Вообще его приспособленность к жизни была, по-моему, почти абсолютной. Сейчас, правда, под этим понимается больше умение всюду пролезть, достать, найти и вход и выход… Но ведь это приспособленность не к жизни, а к ее недостаткам, которые преходящи. Неизменна лишь самая суть. Маэстро был приспособлен именно к сути: он все умел, никакая житейская надоба не становилась для него камнем преткновения, не вырастала в проблему.
Проголодались – он тут же, в горне, не отвлекаясь от дела, кипятил чайник и на прутке зажаривал шашлык из колбасы. Горячая, чуть пахнущая угольным дымом, она бывала необыкновенно вкусна. Прихлебывая чаек, Маэстро принимался рассказывать – еда занятие приятное, за ней люди должны веселиться.
Было у него несколько любимых историй, смешных и нелепых, вроде журнального сватовства. Например, как его из ремеслухи чуть в московский хор не забрали. Дело, мол, только потому и не выгорело, что на самом решающем смотре, забывшись, запел на детдомовский лад: «Легко на сердце от каши перловой…» Вранье, конечно, чистейшее! Но пел он действительно здорово.
Впрочем, в эти последние недели был он грустней обычного, стал даже заговаривать о бессмысленности жизни: вот, мол, вкалываем, как папы Карлы, а для чего? К середине июля тоска окончательно его одолела, он вытребовал отпуск, накупил кучу рубашек, галстук с золотой ниткой, светло-серые английские туфли и укатил на Большую землю.
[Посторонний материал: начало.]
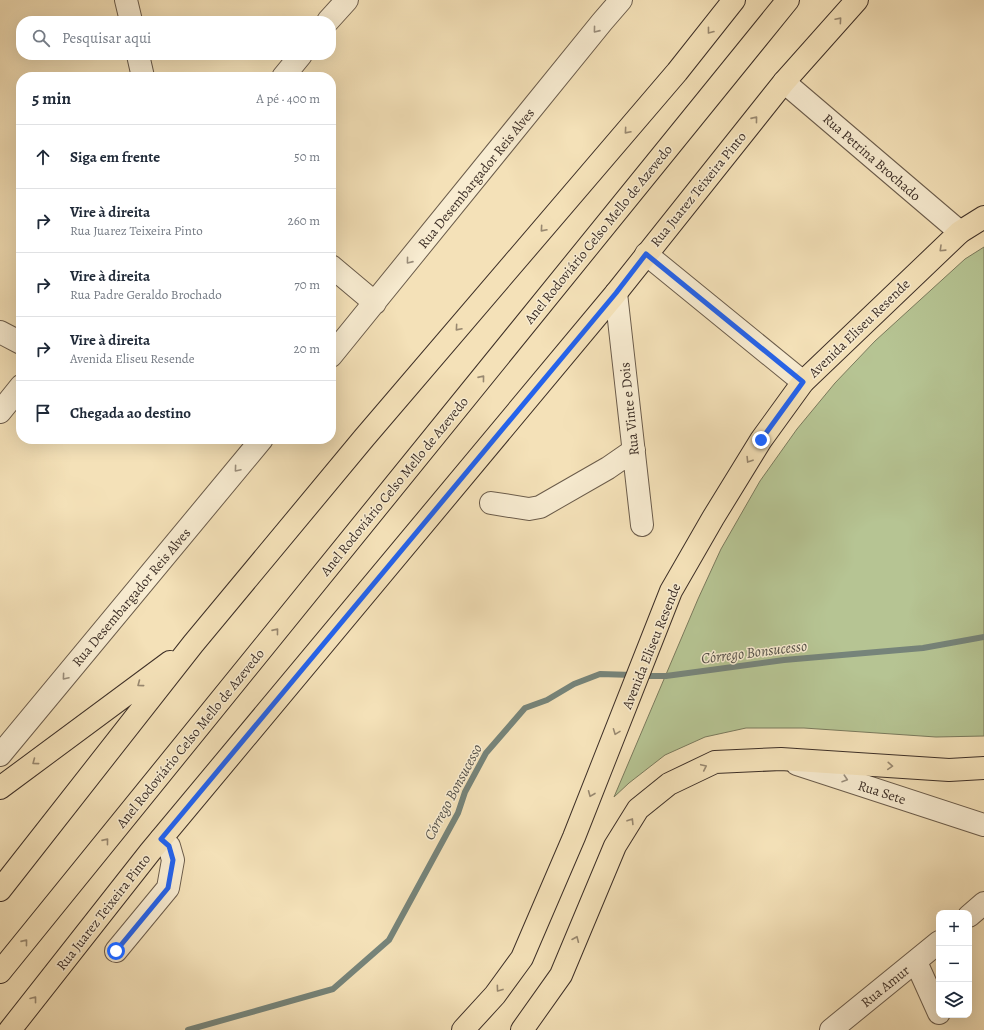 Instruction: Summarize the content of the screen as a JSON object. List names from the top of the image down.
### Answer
{
  "streets": {
    "main road": ["Rua Juarez Teixeira Pinto", "Anel Rodoviário Celso Mello de Azevedo", "Avenida Eliseu Resende"],
    "street": [
      "Rua Petrina Brochado",
      "Rua Desembargador Reis Alves",
      "Rua Vinte e Dois",
      "Rua Sete",
      "Rua Amur"
    ]
  },
  "crossings": [
    ["Rua Petrina Brochado", "Rua Juarez Teixeira Pinto"],
    ["Rua Petrina Brochado", "Avenida Eliseu Resende"],
    ["Rua Juarez Teixeira Pinto", "Rua Vinte e Dois"]
  ],
  "one_way": ["Rua Desembargador Reis Alves", "Rua Sete"],
  "water": ["Córrego Bonsucesso"],
  "page": {
    "search": "Pesquisar aqui",
    "heading": ["5 min", "A pé · 400 m"],
    "list": [
      ["Siga em frente", "50 m"],
      ["Vire à direita", "Rua Juarez Teixeira Pinto", "260 m"],
      ["Vire à direita", "Rua Padre Geraldo Brochado", "70 m"],
      ["Vire à direita", "Avenida Eliseu Resende", "20 m"],
      "Chegada ao destino"
    ],
    "map_buttons": ["+", "−"]
  }
}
Без бдительного его присмотра жизнь моя, поскользнувшись на любви к российской словесности, сделала крутой зигзаг. Я стал бойцом культурного фронта, который у нас, как и положено каждой приличной стройке, был страшно запущен.
Маэстро вернулся несколько даже досрочно, без шикарного костюма и золотых часов, но необыкновенно воинственным.
– Ты что ж это, змей, – даже не сказав «здрасте», взял он меня за грудки, – дезертировал? Покинул передовой участок?
Треск рубахи ясно говорил, что вопрос поставлен ребром.
– Погоди, – смиренно попросил я, – послушай.
Слушал он не очень, книжные передвижки явно не казались ему стоющим делом, но вдруг, уловив в лепете моем знакомое слово, Маэстро разлепил волосатые кулачищи и задумчиво почесал нос.
– Журнал – это, конечно, вещь! – он хмыкнул и покрутил головой, как бы вспоминая, как далеко может увести эта вещь человека. – Ну, черт с тобою, журнал! А я погудел славно. Представляешь, лечу в Свердловск, там гроза…
И пошла очередная его история – смешная, нелепая, без всяких границ меж правдой и ложью. Получалось, что он все летал и летал, везде были хорошие ребята, но долететь до места никак не удавалось.
Ну, а весной, как уже сказано, подобрали мы с Русачковым у аэродромной развилки одного человека, и тут-то выяснилось, что до колхоза «Родина» Маэстро все-таки долетел.
В мае была свадьба, а с нею вкупе крестины Маэстрова первенца.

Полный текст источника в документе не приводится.